How can changes in abiotic factors be caused by inactivity?
Stopping a plagioclimax
How do human activities change water availability?
- Land drainage
- Flooding land
Water Availability - Land Drainage
Wetlands are drained to reclaim land. The land is often then used as farmland.
How else can land be drained by human activity?
- The over exploitation of groundwater resources can lower the water table in the ground
- This causes the surface wetland habitats to dry out
- It then is impossible for wetland species to survive
Water Availability - Flooding
The water level in tropical rivers may naturally rise and fall with the wet and dry seasons. Sandbanks and riverbanks that are exposed during the dry season may be important nesting sites for freshwater turtles or water birds.
Hydroelectric power may cause sudden changes in water levels that flood the nests, killing the eggs
Light levels
Forest clearance increases light levels
Oxygen availability
- Dissolved oxygen levels in water is reduced by hot water discharges from power stations
- It is also reduced by discharging organic wastes, such as sewage, which deoxygenates the water as it decomposes.

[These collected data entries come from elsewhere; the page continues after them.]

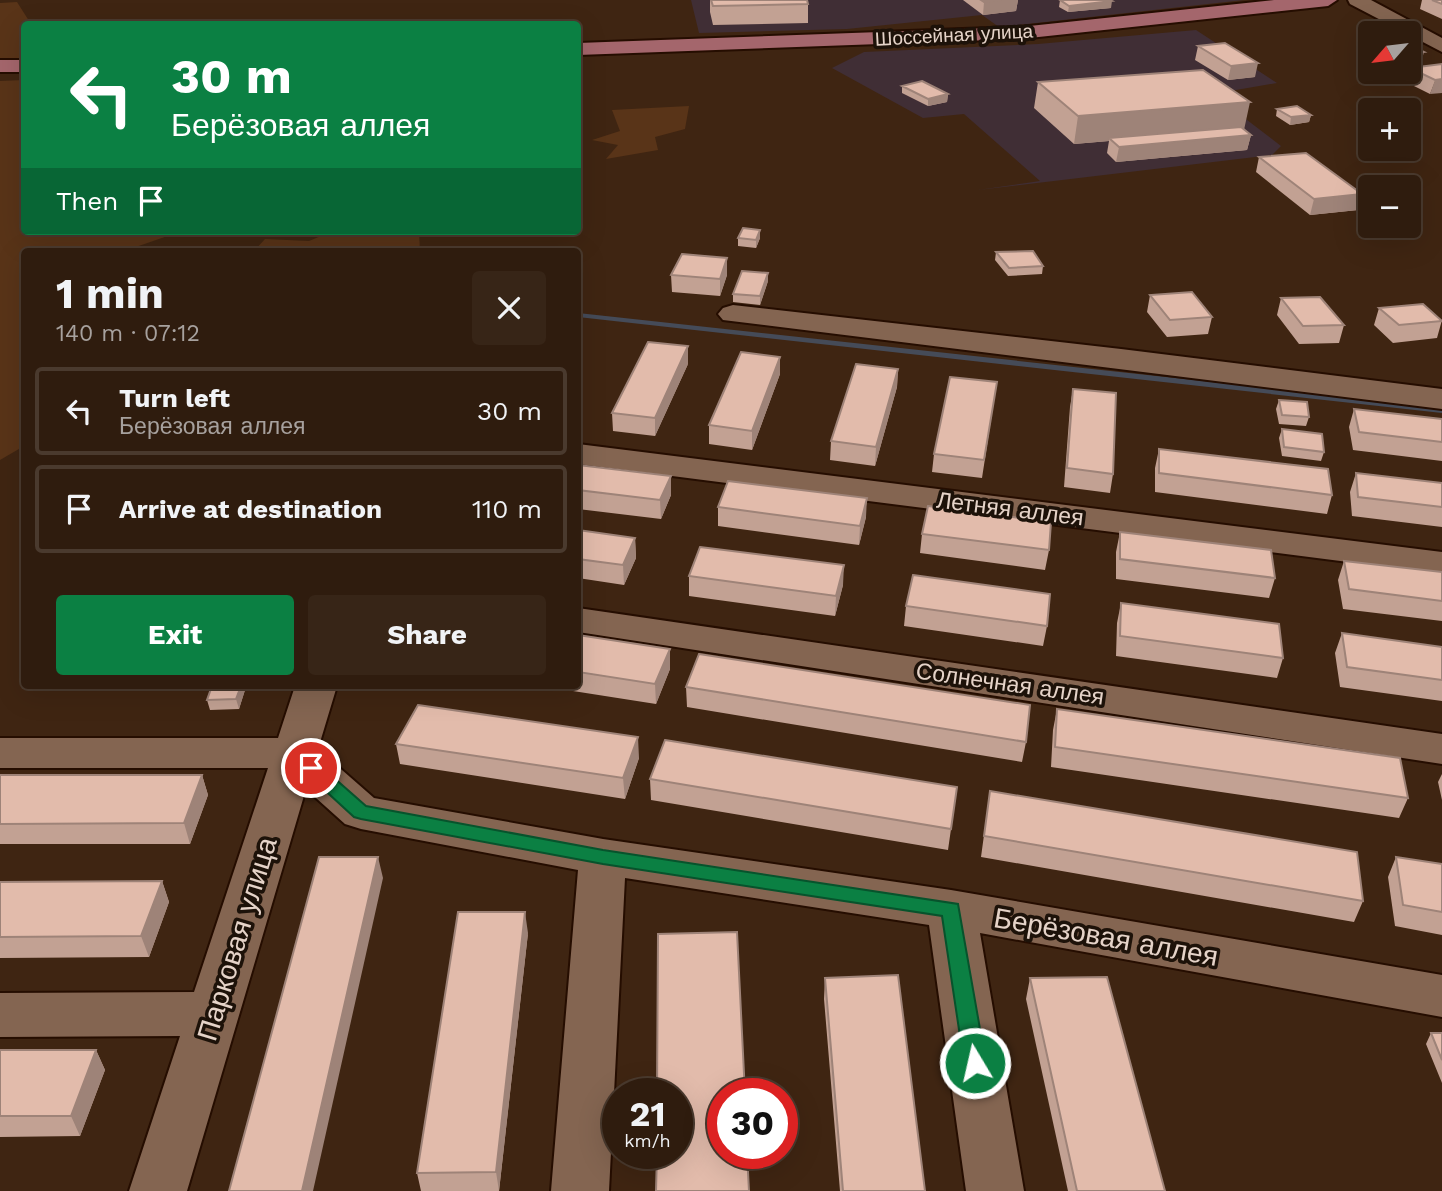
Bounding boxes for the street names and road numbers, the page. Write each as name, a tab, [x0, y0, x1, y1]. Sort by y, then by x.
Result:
street label: Шоссейная улица	[874, 19, 1034, 51]
street label: Летняя аллея	[935, 487, 1085, 531]
street label: Солнечная аллея	[914, 657, 1106, 711]
street label: Парковая улица	[190, 833, 284, 1045]
street label: Берёзовая аллея	[991, 901, 1221, 973]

Why is a drop in dissolved oxygen levels bad?
It can reduce the survival of aerobic organisms such as fish and insect larvae.
The impact of oxygen availability for sundew
Marshland plants such as sundews grow in waterlogged, anaerobic soil where tall plants can't survive due to low nitrogen levels (sundews trap and digest insects for nitrogen)
Drainage schemes that produce more aerobic soil may allow taller competitors to colonise the area, causing the sundew to die out.
Nutrient levels
Fertiliser runoff from farmland
pH
- Mine drainage water and pollutant gases from burning fossil fuels can produce acidic conditions
- Acid denatures the cell proteins of exposed tissues
- Some organisms or tissues are particularly vulnerable to acidic conditions, for example, fish eggs and gills, or invertebrates with calcium-based exoskeletons such as crayfish.
Temperature
A change in temperature can affect wildlife species in many ways. The growth or survival of some species will increase but others may not be adapted to survive the change.
- Global climate change
- Hot effluent water
Temperature: Hot effluent water
An increase in water temperature can increase the growth rates of aquatic vegetation, providing more food for aquatic animals, or it may increase the rate of decomposition causing deoxygenation.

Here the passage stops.